:: WHAT THE TASK REQUIRES ::
The answer must be a single number: the count of lines in these records that hold "then".
---- INPUT DATA
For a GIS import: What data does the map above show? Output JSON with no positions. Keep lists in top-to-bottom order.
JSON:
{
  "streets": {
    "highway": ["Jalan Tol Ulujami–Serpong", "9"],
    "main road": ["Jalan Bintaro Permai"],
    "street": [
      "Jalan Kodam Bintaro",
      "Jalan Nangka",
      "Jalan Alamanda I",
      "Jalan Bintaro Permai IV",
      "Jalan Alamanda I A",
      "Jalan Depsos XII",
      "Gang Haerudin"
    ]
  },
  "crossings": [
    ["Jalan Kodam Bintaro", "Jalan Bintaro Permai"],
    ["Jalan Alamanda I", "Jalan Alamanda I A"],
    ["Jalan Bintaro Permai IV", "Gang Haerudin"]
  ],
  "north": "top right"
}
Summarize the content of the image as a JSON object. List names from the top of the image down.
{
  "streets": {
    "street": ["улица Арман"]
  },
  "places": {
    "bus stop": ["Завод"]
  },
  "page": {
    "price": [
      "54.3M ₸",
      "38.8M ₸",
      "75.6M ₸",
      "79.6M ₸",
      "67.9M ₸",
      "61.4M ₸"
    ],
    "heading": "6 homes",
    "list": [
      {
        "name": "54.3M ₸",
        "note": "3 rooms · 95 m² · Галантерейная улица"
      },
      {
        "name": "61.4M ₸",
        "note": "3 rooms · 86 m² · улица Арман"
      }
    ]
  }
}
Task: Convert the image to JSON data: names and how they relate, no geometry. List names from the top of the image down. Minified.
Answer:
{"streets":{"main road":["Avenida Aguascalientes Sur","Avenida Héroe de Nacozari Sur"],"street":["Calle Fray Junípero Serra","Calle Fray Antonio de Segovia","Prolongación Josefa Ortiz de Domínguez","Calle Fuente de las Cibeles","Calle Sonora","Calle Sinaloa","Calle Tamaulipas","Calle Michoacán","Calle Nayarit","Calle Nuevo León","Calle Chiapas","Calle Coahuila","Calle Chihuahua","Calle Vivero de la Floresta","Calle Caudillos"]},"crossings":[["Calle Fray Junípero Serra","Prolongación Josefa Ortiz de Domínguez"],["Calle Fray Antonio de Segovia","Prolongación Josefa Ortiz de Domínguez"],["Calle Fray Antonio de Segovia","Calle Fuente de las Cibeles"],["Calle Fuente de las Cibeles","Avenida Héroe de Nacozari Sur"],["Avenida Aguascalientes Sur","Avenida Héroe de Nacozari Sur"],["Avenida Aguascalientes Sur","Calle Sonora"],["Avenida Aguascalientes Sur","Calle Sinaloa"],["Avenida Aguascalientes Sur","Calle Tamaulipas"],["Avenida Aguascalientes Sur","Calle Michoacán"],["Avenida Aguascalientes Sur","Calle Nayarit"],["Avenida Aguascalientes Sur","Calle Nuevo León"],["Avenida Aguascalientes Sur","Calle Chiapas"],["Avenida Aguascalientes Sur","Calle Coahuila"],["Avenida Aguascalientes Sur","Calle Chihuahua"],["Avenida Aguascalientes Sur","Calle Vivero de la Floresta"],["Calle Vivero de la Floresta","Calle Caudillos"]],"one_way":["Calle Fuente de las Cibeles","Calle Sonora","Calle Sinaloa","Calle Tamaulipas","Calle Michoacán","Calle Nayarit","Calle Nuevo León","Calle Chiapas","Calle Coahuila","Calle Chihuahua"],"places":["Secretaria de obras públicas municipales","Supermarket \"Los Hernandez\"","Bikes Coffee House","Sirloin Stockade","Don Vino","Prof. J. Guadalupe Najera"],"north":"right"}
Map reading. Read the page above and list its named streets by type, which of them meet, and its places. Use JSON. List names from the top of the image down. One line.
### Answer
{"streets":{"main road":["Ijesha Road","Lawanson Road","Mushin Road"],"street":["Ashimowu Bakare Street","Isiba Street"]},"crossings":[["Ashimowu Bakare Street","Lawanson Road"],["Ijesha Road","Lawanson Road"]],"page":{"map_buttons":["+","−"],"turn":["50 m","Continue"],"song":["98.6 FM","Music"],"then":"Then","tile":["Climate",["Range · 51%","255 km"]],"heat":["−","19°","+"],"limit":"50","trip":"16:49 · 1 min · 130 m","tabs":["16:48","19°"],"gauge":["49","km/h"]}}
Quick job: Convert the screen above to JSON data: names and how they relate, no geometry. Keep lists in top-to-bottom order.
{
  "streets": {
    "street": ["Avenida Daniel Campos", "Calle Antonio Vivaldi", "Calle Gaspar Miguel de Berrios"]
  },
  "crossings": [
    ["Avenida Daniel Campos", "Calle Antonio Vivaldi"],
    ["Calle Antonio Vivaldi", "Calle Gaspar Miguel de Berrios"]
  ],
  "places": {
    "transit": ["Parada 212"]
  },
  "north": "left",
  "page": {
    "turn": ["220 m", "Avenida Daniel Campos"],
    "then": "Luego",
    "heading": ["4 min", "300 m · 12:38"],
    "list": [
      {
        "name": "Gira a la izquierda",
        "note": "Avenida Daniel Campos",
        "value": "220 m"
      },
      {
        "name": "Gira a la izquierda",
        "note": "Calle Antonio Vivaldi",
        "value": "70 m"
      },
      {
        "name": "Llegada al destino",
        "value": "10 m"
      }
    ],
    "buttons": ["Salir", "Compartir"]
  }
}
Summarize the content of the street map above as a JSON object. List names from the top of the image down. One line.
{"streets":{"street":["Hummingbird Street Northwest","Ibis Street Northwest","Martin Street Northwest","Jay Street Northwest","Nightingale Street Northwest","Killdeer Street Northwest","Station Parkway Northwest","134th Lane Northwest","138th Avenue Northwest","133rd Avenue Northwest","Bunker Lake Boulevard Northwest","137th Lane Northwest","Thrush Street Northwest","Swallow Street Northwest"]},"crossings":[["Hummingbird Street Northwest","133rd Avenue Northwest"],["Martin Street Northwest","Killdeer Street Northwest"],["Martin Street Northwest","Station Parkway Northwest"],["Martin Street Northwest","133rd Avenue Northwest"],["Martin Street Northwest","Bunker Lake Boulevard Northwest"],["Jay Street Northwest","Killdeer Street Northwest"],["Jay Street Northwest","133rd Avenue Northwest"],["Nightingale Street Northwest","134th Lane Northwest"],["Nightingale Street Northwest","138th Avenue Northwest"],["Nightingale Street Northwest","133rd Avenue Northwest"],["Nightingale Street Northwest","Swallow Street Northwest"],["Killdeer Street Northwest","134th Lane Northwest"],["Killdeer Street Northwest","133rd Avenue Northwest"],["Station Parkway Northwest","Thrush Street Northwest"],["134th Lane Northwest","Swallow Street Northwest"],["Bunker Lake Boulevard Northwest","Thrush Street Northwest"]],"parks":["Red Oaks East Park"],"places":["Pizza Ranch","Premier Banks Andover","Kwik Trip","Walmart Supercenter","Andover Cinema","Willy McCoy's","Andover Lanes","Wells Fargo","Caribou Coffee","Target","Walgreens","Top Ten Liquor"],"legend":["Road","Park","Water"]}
--------
:: TASK SOLUTION ::
2